Dataset entries:
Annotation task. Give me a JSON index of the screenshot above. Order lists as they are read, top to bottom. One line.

--

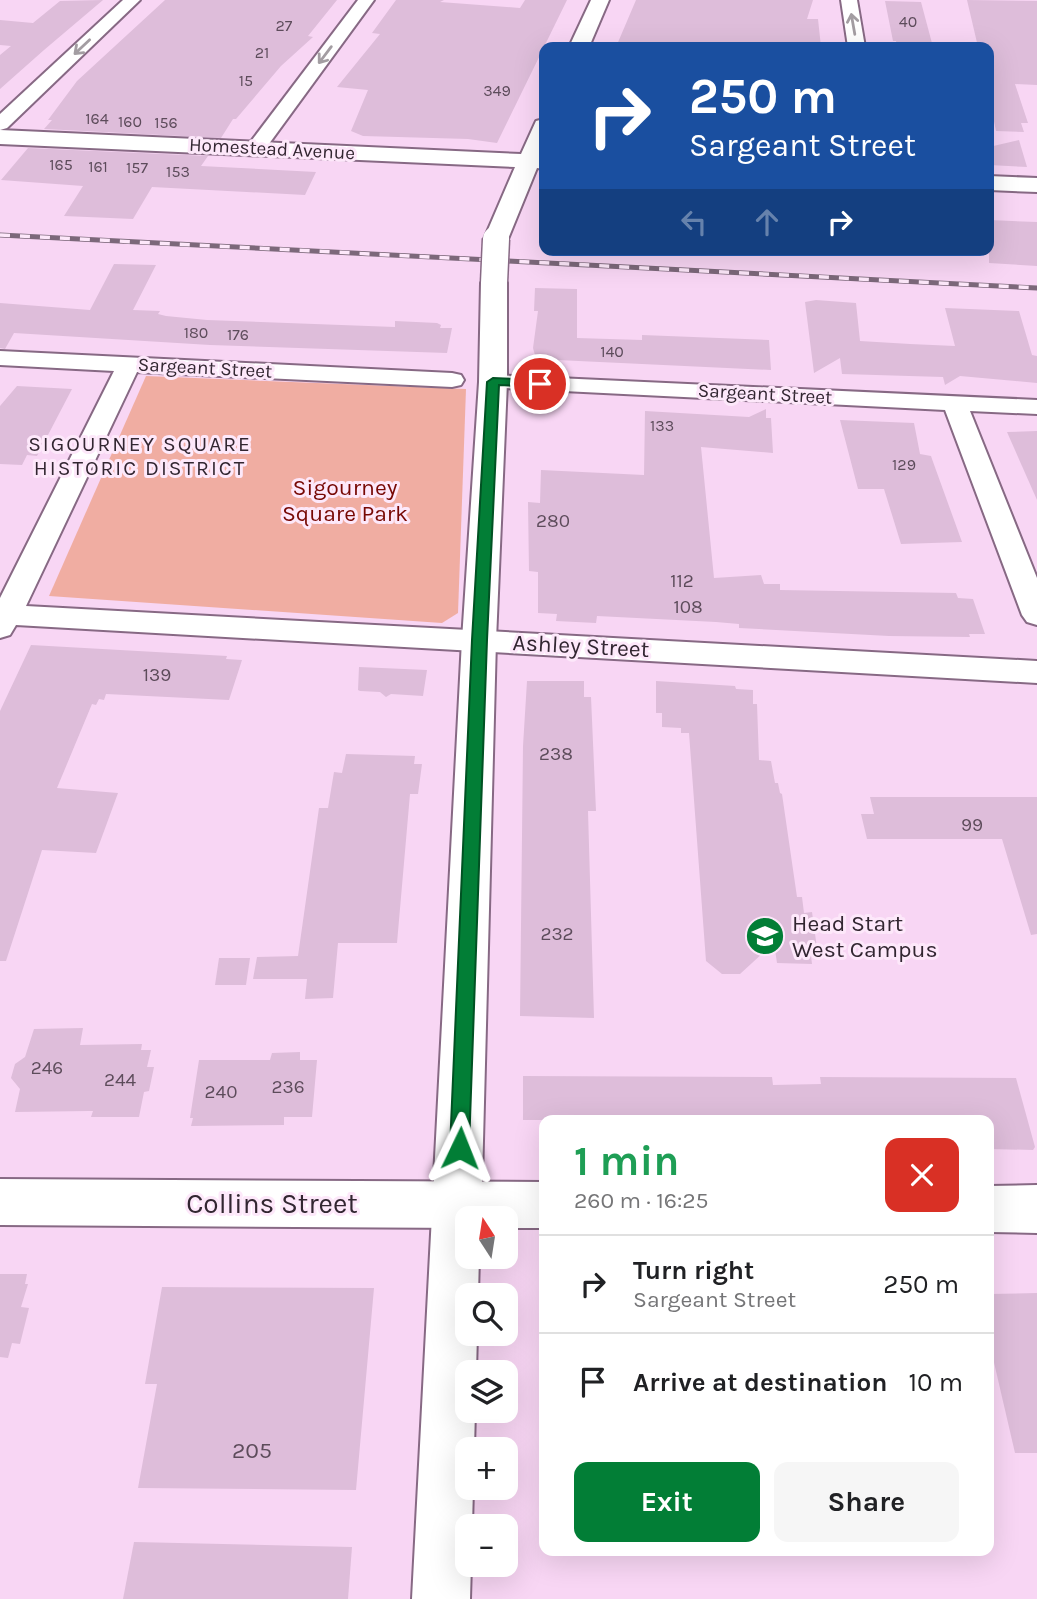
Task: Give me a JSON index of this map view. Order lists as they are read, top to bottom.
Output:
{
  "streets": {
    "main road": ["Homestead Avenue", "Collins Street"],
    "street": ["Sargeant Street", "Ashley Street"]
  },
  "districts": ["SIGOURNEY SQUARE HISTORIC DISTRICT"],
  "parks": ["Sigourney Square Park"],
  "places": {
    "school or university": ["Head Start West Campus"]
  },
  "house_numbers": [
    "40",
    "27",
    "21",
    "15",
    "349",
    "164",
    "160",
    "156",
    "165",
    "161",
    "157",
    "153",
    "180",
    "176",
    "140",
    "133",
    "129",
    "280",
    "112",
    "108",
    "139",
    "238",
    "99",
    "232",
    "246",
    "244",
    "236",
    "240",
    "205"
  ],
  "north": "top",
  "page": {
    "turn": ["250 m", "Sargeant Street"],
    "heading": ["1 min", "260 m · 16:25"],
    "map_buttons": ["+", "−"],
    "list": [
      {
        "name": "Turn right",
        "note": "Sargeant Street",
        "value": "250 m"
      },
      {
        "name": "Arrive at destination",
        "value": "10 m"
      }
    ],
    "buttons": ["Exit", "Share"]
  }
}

* * *

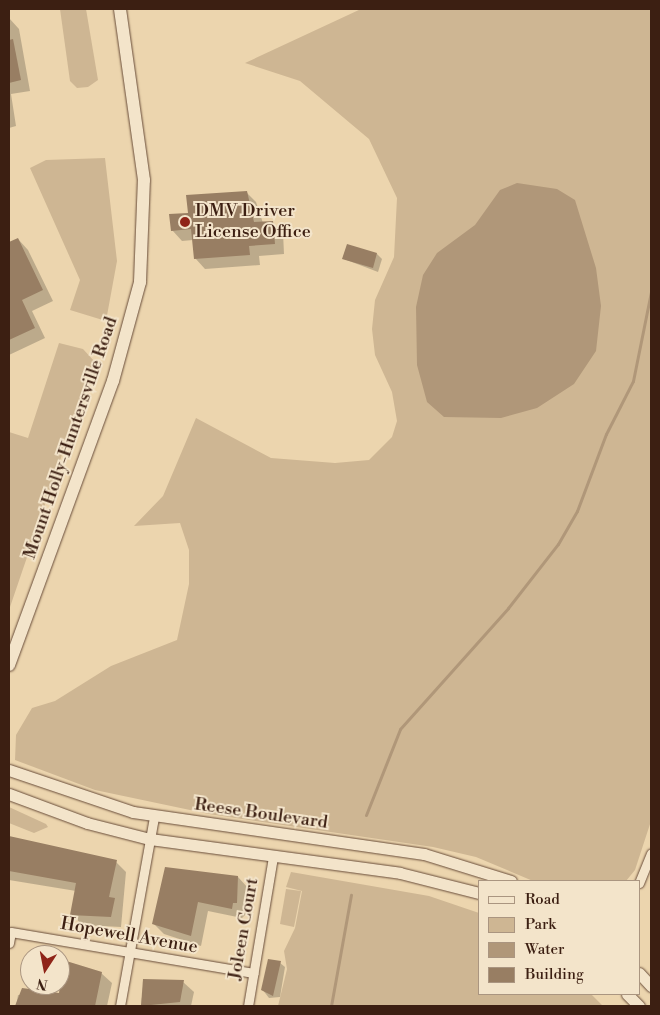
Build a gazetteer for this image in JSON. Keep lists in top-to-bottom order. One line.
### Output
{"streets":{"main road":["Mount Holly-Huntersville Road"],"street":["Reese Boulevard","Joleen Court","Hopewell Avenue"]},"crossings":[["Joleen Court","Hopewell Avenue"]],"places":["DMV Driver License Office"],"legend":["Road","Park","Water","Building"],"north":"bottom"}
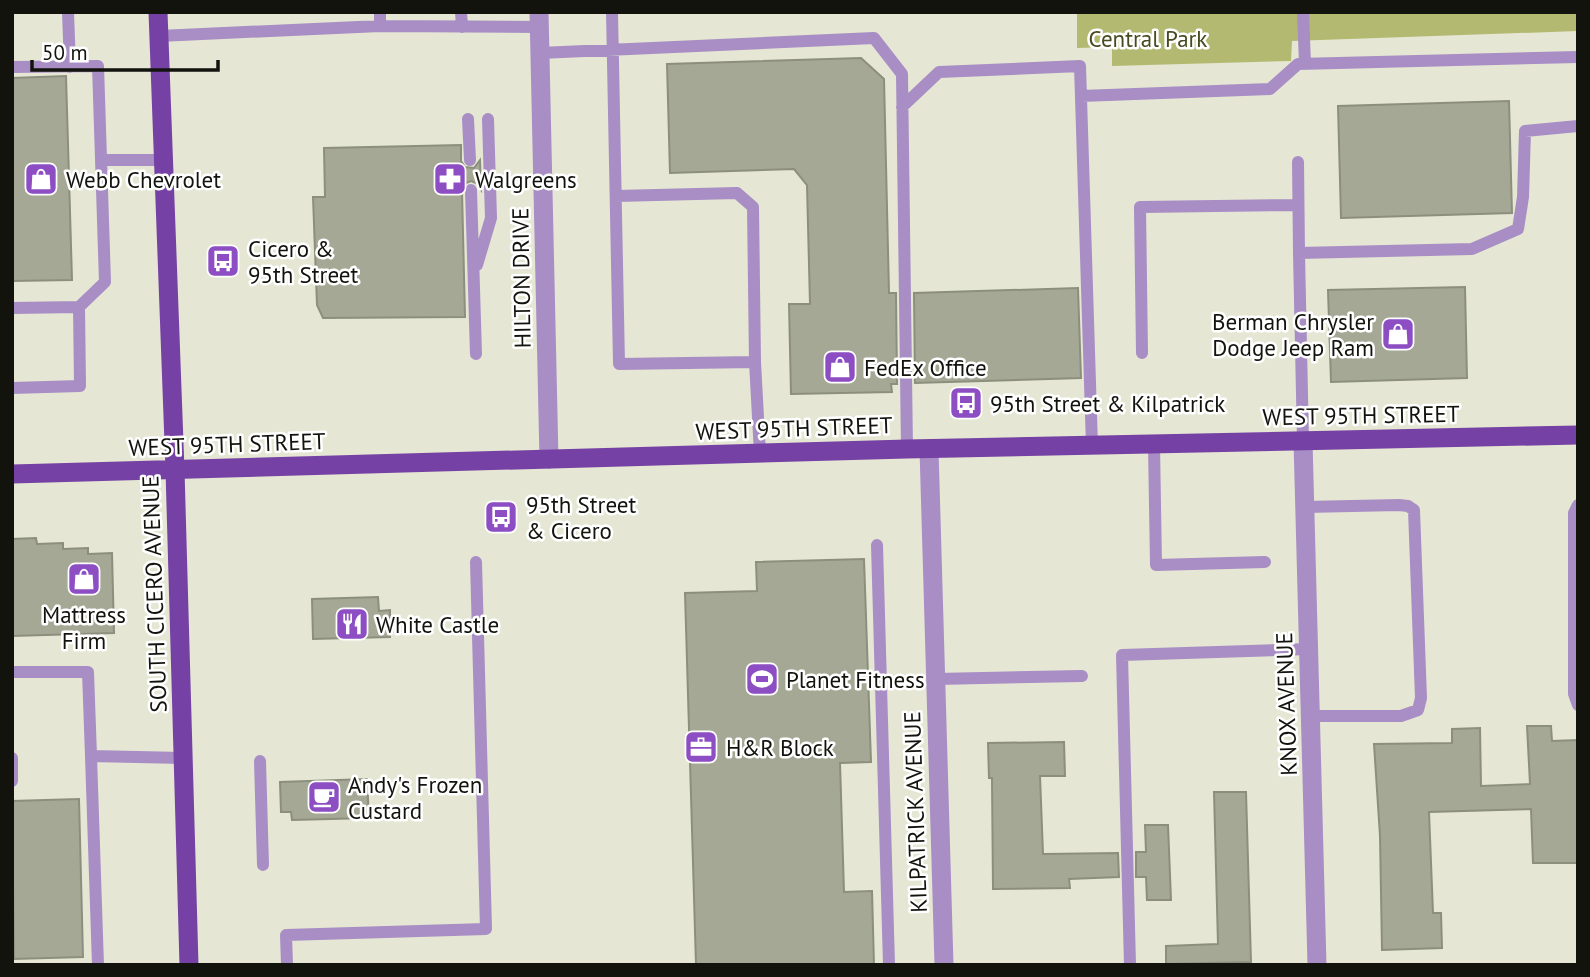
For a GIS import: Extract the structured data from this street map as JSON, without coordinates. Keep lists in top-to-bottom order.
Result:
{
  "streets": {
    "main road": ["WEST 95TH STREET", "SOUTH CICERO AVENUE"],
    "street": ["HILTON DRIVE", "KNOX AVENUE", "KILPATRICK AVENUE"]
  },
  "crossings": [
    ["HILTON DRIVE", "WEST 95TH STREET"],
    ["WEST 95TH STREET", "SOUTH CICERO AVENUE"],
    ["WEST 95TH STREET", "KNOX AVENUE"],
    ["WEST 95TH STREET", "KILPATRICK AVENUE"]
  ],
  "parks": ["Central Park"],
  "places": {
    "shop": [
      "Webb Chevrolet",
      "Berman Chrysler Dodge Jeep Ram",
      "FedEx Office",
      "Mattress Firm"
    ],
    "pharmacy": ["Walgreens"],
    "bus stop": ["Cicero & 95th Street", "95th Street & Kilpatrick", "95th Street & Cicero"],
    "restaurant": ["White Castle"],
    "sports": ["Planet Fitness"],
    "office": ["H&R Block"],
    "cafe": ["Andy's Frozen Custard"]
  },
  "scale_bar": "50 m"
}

Task objective: Please show every line of the entries above that contains the word "index".

Exercise solution:
Annotation task. Give me a JSON index of the screenshot above. Order lists as they are read, top to bottom. One line.
Task: Give me a JSON index of this map view. Order lists as they are read, top to bottom.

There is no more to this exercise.